The code shown here mirrors the rules used in the full research system, but is stripped down to make control flow and recovery logic legible.

PALADIN dataset

The failure–recovery dataset generated using this framework is publicly available here:

https://huggingface.co/datasets/E-k-O/PaladinDataSet

Related publication

Vuddanti, Shah, et al.
PALADIN: Self-Correcting Language Model Agents to Cure Tool-Failure Cases

arXiv: https://arxiv.org/abs/2509.25238

Accepted for presentation at the AAAI 2026 conference (Oral).


Project 2: FTR—Youth Advocacy News Platform

FTR is a youth-led advocacy news site where multiple editors collaborate on image-heavy articles addressing social and civic issues.

The core engineering challenge was not visual polish, but adjusting to observed failures in collaborative publishing workflows to appeal to both authors and readers.

What the FTR artifacts demonstrate

The FTR code excerpts included here show:

  • A publication-aware article editor where authors write directly in the layout readers see
  • Context-aware formatting controls that disappear when not needed
  • Inline image handling with durable, publish-safe storage guarantees
  • A backend architecture that shifts authority from application code to the database
  • Declarative enforcement of permissions and invariants (via Supabase Row Level Security)

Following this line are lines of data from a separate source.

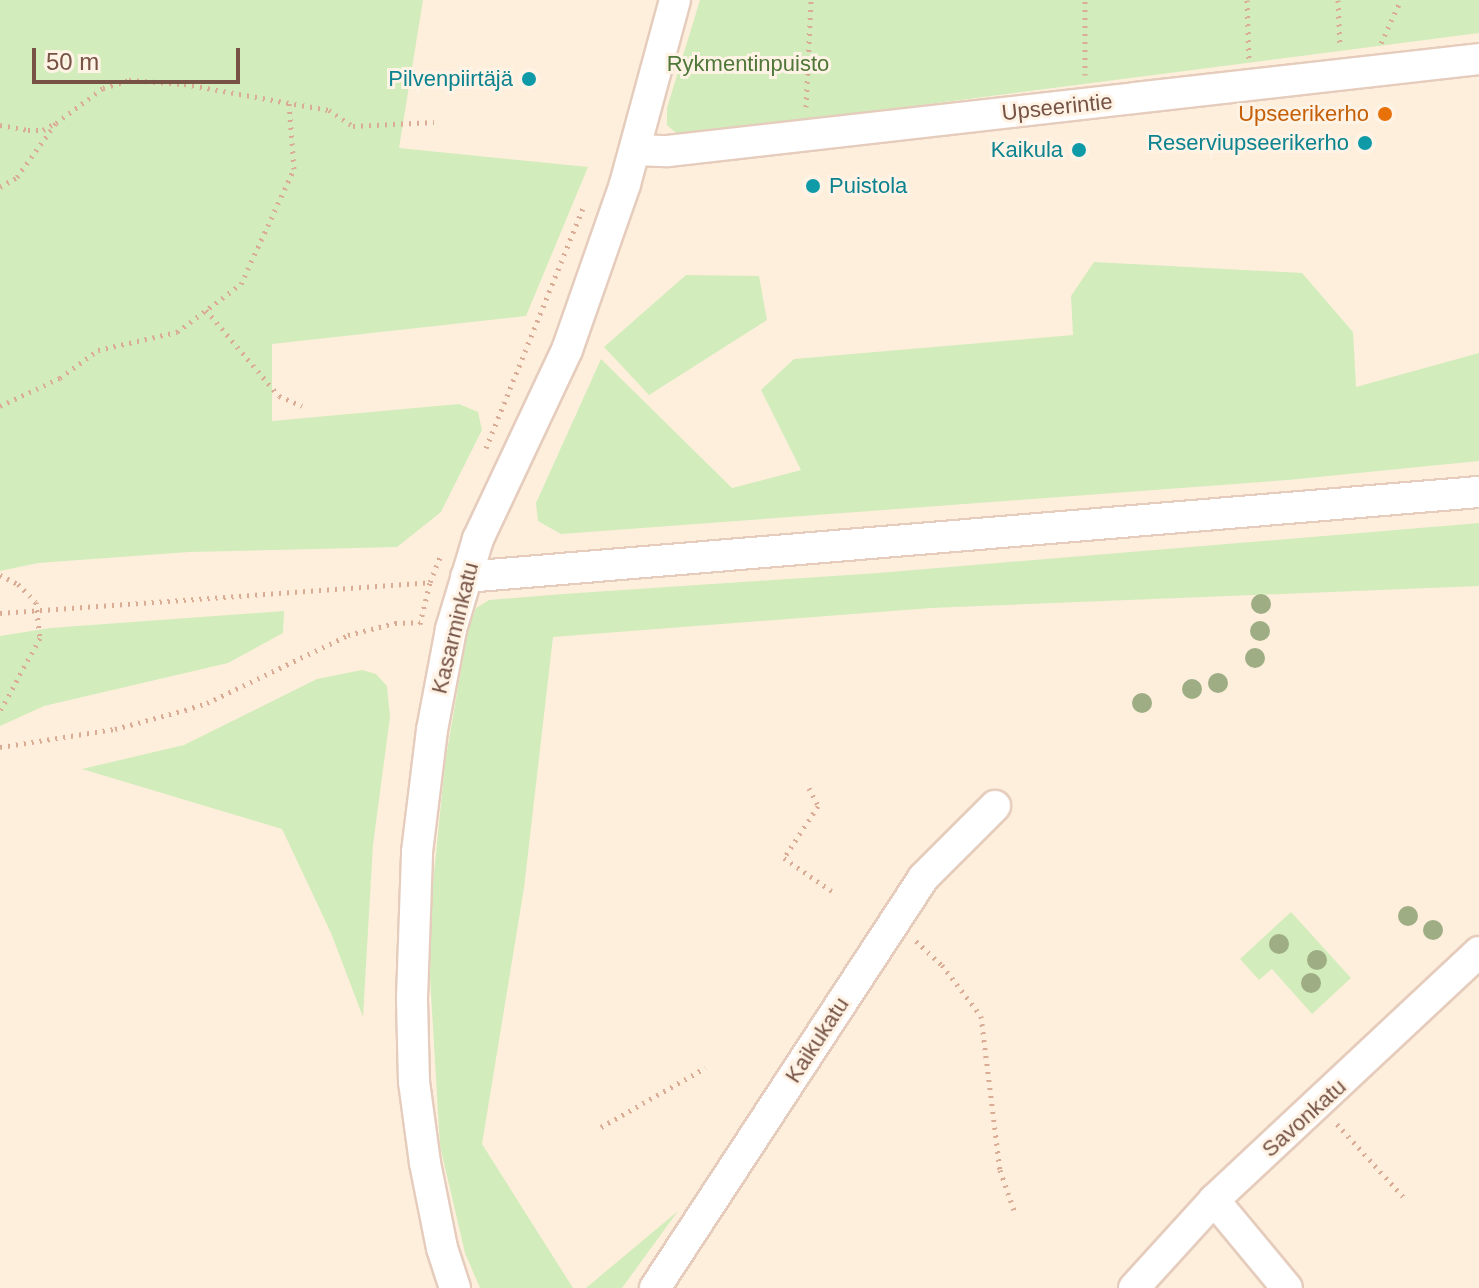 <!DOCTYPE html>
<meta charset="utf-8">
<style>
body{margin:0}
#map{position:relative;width:1479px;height:1288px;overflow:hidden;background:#feefdd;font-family:Arial,sans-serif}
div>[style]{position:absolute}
.green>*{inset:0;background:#d2ecbb}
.path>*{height:5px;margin-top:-2.5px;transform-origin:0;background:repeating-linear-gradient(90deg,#daac96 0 2px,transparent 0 8px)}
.roads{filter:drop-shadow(2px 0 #e5ccbc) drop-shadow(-2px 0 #e5ccbc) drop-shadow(0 2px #e5ccbc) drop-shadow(0 -2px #e5ccbc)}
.street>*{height:30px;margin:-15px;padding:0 15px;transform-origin:15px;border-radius:15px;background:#fff}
.trees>*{width:20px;height:20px;margin:-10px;border-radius:50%;background:#9ead83}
.dots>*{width:22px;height:22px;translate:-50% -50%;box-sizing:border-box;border:4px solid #fff3e6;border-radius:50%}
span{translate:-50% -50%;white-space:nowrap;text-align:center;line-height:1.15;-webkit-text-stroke:6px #fff3e6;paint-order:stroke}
.park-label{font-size:22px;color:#4f7739}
.culture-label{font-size:22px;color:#0d838f}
.right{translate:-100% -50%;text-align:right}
.left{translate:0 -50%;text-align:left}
.street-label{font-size:22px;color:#765344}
.food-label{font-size:22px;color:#c56008}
.scale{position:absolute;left:32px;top:48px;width:208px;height:36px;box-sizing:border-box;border:4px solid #765344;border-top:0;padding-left:10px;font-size:24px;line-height:28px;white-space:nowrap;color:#765344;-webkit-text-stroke:6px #fff3e6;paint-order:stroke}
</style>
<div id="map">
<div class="green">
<div style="clip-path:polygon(0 0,423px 0,399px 148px,588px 167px,526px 316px,272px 344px,272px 421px,459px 404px,478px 412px,482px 430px,441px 512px,397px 547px,189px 552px,38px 563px,0 571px)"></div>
<div style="clip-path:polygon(700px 0,1479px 0,1479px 33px,690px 135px,676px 133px,667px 125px,667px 108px)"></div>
<div style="clip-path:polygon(1094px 262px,1302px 273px,1353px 332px,1356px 387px,1479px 353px,1479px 461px,1288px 480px,561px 534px,538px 521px,536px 503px,601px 359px,732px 488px,801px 470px,761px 390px,794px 359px,1073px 335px,1071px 296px)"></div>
<div style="clip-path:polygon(686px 275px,759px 276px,767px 320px,649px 395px,604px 347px)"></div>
<div style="clip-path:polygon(1479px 523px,1479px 586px,931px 608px,553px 637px,524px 888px,482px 1144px,573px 1288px,480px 1288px,465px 1253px,440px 1146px,430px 977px,432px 894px,445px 763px,468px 629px,476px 608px,489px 600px,563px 594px,878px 573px)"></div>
<div style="clip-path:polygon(284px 611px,283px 633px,228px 663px,44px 706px,0 726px,0 636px,50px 628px)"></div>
<div style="clip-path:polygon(362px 670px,376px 674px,387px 686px,390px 717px,373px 845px,363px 1017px,331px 933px,282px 829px,82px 769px,184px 745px,317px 679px)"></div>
<div style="clip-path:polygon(1291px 912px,1351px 978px,1312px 1014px,1272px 969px,1259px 980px,1240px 959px)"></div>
<div style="clip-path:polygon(678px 1211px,622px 1288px,586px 1288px)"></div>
</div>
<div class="path">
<div style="left:1247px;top:0;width:59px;rotate:88.1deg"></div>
<div style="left:1338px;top:0;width:47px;rotate:87.6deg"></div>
<div style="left:1381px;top:43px;width:47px;rotate:-65.1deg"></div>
<div style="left:1085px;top:75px;width:75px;rotate:-90deg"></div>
<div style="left:806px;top:107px;width:107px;rotate:-87.3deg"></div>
<div style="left:0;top:125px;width:28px;rotate:10deg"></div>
<div style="left:28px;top:130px;width:15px"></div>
<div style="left:43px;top:130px;width:14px;rotate:-30deg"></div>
<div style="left:0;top:187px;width:20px;rotate:-30deg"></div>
<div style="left:17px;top:177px;width:67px;rotate:-54.2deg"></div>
<div style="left:56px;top:123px;width:59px;rotate:-36.7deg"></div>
<div style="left:103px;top:88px;width:27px;rotate:-17deg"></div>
<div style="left:129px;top:80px;width:55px;rotate:4.2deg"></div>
<div style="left:184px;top:84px;width:147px;rotate:10.2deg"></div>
<div style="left:329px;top:110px;width:29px;rotate:34deg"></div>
<div style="left:353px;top:126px;width:81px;rotate:-2.8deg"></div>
<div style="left:206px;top:310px;width:113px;rotate:49.7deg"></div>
<div style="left:279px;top:396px;width:25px;rotate:23deg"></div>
<div style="left:0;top:406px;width:66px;rotate:-25deg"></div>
<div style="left:60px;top:378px;width:47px;rotate:-36.4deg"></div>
<div style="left:98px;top:350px;width:81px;rotate:-12.8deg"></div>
<div style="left:177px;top:332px;width:80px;rotate:-36.9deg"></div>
<div style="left:241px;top:284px;width:127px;rotate:-65.3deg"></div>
<div style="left:294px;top:169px;width:66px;rotate:-94.3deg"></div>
<div style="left:486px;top:448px;width:261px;rotate:-68deg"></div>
<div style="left:0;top:575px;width:20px;rotate:27deg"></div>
<div style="left:18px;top:584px;width:25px;rotate:45deg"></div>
<div style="left:36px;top:602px;width:36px;rotate:84deg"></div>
<div style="left:40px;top:638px;width:83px;rotate:118.7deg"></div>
<div style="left:0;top:613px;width:431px;rotate:-4.1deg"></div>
<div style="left:420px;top:624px;width:43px;rotate:-76.6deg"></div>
<div style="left:430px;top:582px;width:27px;rotate:-68deg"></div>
<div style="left:0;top:747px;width:116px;rotate:-8.9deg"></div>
<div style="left:115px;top:729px;width:73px;rotate:-15.2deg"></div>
<div style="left:185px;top:710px;width:23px;rotate:-18deg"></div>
<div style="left:207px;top:703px;width:157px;rotate:-25.7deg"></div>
<div style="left:348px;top:635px;width:49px;rotate:-14.3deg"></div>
<div style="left:395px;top:623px;width:25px;rotate:-2deg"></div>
<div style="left:809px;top:788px;width:20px;rotate:63deg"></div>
<div style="left:818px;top:806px;width:62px;rotate:123.2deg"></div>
<div style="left:784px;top:858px;width:60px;rotate:34.8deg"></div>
<div style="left:916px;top:941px;width:35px;rotate:43deg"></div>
<div style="left:942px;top:965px;width:64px;rotate:52.6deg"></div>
<div style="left:981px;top:1016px;width:155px;rotate:83deg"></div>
<div style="left:1000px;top:1170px;width:46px;rotate:70.8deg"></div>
<div style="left:1337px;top:1124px;width:104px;rotate:47.7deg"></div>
<div style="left:601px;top:1127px;width:120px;rotate:-29.6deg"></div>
</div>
<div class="roads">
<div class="street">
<div style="left:635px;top:150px;width:33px;rotate:2deg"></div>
<div style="left:668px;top:151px;width:816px;rotate:-6.47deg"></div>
<div style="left:466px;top:577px;width:1017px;rotate:-4.8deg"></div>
<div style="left:1214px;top:1200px;width:114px;rotate:50.3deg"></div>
<div style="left:455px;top:1288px;width:42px;rotate:-108deg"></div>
<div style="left:442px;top:1248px;width:87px;rotate:-101.3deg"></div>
<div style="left:425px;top:1163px;width:82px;rotate:-97.7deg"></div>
<div style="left:414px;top:1082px;width:84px;rotate:-91.4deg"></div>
<div style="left:412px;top:998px;width:146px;rotate:-88deg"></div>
<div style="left:417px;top:852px;width:123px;rotate:-83deg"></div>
<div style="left:432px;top:730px;width:103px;rotate:-79.3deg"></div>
<div style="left:451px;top:629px;width:94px;rotate:-73.3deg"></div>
<div style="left:478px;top:539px;width:209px;rotate:-64.8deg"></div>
<div style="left:567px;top:350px;width:176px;rotate:-70.7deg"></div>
<div style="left:625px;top:184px;width:191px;rotate:-74.8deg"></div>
<div style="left:655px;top:1288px;width:490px;rotate:-56.8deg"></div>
<div style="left:923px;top:878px;width:102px;rotate:-45deg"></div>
<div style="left:1134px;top:1288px;width:119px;rotate:-47.7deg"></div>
<div style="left:1214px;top:1200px;width:363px;rotate:-43.1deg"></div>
</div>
</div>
<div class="trees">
<div style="left:1261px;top:604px"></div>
<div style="left:1260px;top:631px"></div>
<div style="left:1255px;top:658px"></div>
<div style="left:1218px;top:683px"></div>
<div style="left:1192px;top:689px"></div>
<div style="left:1142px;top:703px"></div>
<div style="left:1408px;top:916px"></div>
<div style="left:1433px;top:930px"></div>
<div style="left:1279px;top:944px"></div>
<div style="left:1317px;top:960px"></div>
<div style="left:1311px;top:983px"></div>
</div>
<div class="dots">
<div style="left:529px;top:79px;background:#0f9aa8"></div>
<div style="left:1385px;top:114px;background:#e8710a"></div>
<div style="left:1365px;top:143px;background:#0f9aa8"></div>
<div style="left:1079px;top:150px;background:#0f9aa8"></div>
<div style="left:813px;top:186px;background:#0f9aa8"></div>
</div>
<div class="park-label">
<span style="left:748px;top:64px">Rykmentinpuisto</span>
</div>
<div class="culture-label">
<span class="right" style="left:513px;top:79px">Pilvenpiirtäjä</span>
<span class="right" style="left:1349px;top:143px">Reserviupseerikerho</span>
<span class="right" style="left:1063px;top:150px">Kaikula</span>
<span class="left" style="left:829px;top:186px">Puistola</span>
</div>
<div class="street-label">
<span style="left:1057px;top:107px;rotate:-6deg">Upseerintie</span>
<span style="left:455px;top:628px;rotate:-76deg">Kasarminkatu</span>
<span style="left:817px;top:1040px;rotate:-57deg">Kaikukatu</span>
<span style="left:1304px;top:1118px;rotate:-42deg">Savonkatu</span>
</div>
<div class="food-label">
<span class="right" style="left:1369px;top:114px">Upseerikerho</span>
</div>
<div class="scale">50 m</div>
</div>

The system was shaped by real failures encountered during collaboration, including broken media persistence, fragile permissions, and correctness depending on developer discipline rather than system guarantees.

Full FTR codebase

This repository contains only representative artifacts intended to show architectural decisions.

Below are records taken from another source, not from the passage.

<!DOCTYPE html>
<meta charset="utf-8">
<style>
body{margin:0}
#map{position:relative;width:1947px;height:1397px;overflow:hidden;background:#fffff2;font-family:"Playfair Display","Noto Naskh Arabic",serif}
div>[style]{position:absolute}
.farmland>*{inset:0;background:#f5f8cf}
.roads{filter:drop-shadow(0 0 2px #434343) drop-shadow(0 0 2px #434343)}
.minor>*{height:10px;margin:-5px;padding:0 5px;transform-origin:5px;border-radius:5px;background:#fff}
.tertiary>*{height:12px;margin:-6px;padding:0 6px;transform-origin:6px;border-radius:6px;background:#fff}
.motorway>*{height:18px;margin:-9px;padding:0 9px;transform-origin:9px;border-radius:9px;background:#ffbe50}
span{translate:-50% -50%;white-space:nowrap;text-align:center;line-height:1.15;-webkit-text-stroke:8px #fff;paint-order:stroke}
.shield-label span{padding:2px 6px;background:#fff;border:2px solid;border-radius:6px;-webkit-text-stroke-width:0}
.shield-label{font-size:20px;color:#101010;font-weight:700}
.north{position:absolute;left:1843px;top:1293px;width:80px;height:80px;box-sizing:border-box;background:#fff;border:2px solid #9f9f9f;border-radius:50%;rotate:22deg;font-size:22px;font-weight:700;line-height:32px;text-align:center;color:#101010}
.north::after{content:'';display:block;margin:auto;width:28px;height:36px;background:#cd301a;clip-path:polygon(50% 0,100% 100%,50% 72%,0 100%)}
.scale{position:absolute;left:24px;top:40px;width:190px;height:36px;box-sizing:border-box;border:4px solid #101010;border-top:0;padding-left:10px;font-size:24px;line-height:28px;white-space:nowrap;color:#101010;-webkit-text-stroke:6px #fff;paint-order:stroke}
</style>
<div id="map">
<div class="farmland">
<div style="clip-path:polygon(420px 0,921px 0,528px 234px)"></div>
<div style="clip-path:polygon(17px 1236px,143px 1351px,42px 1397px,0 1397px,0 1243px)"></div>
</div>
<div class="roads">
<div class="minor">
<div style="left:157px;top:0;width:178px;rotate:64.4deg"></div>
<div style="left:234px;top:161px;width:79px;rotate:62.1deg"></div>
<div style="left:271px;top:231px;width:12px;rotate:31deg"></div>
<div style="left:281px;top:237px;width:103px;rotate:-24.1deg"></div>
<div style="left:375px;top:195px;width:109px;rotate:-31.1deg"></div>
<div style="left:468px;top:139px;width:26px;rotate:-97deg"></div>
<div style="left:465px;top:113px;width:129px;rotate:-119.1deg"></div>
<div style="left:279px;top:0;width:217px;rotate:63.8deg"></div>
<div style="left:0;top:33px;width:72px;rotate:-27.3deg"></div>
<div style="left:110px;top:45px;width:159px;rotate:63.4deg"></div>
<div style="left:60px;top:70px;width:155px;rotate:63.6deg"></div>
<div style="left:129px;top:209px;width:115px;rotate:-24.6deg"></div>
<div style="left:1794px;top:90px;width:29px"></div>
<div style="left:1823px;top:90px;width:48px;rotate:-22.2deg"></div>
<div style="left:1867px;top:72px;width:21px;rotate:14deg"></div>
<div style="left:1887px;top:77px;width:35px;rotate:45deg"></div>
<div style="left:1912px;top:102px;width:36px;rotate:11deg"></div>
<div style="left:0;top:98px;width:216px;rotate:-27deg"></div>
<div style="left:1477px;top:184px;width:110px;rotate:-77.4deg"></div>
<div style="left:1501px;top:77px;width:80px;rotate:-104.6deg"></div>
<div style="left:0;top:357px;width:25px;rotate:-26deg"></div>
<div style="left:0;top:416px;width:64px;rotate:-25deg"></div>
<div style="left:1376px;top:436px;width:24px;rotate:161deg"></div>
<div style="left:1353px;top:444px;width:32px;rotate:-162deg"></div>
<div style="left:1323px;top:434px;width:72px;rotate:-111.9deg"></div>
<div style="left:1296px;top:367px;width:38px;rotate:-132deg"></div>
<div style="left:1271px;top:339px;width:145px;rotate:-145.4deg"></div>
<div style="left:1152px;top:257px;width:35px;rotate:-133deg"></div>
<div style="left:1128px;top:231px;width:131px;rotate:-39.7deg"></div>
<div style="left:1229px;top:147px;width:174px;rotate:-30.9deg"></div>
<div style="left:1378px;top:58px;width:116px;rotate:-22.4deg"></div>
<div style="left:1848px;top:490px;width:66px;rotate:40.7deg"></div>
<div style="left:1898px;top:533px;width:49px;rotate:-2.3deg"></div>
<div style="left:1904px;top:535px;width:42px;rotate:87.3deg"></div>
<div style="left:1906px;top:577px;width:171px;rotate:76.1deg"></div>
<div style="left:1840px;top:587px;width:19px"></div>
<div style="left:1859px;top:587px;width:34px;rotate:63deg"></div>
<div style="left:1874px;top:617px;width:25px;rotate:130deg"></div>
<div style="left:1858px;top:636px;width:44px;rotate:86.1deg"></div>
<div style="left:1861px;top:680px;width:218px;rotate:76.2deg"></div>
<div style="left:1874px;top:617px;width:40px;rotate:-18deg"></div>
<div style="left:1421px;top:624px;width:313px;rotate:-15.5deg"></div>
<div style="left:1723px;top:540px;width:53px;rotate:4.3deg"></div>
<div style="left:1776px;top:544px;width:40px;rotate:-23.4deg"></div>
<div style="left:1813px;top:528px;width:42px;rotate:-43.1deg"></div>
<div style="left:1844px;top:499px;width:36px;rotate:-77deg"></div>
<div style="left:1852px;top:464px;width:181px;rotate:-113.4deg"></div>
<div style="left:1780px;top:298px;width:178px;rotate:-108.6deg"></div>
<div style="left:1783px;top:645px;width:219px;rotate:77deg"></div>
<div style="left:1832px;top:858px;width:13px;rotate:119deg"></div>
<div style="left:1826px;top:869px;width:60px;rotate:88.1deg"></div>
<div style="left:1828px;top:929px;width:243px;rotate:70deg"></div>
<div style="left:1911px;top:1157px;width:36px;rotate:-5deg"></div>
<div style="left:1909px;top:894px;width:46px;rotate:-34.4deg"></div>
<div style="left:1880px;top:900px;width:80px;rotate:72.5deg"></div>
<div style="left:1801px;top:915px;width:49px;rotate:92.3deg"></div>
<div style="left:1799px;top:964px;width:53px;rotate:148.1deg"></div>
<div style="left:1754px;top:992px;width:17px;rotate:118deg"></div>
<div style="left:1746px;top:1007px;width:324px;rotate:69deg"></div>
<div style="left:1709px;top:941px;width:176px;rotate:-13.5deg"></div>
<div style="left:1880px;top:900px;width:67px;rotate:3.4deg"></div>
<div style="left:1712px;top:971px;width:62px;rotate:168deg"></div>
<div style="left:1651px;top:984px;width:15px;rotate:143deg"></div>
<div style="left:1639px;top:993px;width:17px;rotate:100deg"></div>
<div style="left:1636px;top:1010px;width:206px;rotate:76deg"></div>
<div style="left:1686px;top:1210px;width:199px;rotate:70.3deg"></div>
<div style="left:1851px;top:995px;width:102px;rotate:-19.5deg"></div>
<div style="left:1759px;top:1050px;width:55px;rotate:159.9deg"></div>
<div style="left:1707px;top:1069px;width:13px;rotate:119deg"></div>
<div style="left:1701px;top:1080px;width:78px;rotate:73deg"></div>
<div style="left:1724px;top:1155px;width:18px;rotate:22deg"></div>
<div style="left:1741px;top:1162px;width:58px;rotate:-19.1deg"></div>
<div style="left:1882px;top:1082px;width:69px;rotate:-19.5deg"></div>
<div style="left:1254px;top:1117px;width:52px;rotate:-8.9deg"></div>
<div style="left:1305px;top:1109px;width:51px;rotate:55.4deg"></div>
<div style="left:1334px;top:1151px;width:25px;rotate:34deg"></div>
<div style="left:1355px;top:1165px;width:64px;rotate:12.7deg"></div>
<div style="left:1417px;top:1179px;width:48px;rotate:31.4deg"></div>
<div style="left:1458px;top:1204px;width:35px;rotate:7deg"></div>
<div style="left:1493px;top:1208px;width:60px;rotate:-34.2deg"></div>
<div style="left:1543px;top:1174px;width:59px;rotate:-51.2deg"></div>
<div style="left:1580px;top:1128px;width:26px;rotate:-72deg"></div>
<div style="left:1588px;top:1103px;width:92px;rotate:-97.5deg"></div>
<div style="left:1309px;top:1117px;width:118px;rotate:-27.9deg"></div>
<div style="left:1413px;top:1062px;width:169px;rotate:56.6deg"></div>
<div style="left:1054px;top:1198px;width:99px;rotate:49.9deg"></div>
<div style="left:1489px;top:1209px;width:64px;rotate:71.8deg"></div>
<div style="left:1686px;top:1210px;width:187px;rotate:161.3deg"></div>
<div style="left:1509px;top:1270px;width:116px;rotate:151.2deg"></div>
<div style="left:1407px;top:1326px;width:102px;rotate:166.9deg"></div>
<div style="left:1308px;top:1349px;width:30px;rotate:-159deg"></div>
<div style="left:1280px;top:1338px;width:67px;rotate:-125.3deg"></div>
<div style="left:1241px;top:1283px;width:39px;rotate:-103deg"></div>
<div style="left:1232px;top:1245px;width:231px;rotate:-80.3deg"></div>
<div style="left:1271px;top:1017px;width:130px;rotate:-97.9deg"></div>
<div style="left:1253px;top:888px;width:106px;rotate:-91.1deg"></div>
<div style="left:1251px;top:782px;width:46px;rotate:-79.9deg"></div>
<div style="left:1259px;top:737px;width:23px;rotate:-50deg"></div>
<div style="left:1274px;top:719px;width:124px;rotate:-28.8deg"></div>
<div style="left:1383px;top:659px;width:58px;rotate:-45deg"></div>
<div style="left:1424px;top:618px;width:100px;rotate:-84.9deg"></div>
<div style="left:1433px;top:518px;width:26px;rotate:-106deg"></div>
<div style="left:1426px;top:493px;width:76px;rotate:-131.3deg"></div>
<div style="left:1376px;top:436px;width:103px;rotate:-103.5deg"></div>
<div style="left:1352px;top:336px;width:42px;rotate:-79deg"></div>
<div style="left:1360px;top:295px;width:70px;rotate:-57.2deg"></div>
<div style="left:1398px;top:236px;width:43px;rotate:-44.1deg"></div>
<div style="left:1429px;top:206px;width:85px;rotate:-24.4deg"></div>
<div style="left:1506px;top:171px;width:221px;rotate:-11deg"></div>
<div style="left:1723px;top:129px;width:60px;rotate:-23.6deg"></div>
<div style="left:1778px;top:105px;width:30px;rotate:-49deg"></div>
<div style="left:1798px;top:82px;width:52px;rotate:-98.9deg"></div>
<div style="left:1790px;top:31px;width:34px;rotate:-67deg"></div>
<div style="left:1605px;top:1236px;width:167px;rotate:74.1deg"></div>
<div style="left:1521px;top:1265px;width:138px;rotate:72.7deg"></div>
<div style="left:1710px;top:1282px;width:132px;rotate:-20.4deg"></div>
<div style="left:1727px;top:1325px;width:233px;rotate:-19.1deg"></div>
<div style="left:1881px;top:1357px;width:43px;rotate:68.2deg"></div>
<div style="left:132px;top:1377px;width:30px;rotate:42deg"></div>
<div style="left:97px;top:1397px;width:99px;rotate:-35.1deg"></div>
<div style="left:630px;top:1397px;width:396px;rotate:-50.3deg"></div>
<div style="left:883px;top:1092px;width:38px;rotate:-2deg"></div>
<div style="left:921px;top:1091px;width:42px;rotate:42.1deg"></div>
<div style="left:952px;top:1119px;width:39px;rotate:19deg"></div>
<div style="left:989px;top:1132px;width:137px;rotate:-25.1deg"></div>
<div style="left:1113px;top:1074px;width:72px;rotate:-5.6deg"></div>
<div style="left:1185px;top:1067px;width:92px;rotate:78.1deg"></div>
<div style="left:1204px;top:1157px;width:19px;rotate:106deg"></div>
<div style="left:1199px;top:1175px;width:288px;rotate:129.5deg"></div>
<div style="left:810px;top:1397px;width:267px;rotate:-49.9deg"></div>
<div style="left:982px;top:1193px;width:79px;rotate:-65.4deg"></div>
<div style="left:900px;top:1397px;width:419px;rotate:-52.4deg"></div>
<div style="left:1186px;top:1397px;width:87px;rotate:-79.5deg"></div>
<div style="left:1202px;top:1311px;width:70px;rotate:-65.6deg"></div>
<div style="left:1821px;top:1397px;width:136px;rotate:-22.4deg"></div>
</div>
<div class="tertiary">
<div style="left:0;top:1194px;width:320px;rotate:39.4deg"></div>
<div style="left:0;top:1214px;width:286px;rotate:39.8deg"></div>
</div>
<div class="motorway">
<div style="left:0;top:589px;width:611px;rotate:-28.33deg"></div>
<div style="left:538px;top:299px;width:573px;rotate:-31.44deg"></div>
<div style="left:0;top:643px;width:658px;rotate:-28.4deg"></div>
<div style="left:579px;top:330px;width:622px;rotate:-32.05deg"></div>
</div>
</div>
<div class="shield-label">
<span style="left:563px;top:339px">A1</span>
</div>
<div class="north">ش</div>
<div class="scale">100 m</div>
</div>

The complete FTR website, including frontend, backend, schema, and deployment logic, is available here:

https://github.com/BasicHooman/website-ftr


Repository Structure

├── FTR Code/
│ └── Representative frontend and backend excerpts
├── Paladin Demos/
│ ├── annotate_clean.py
│ ├── annotate_recovery.py
│ ├── simulation_with_paladin_error_match.py
│ └── toolscan_taxonomy_map.json
├── README.md
└── LICENSE

How to read this repository

If you are skimming:

  1. Start with simulation_with_paladin_error_match.py to see PALADIN’s end-to-end control flow
  2. Read annotate_recovery.py to understand how recovery behavior is formalized
  3. Skim the FTR excerpts to see how correctness and invariants are enforced in a real publishing system

About

Maker portfolio repository containing inspectable artifacts from two systems: PALADIN, a research framework for error-resilient tool-using AI agents, and FTR, a youth advocacy news platform built around observed failures.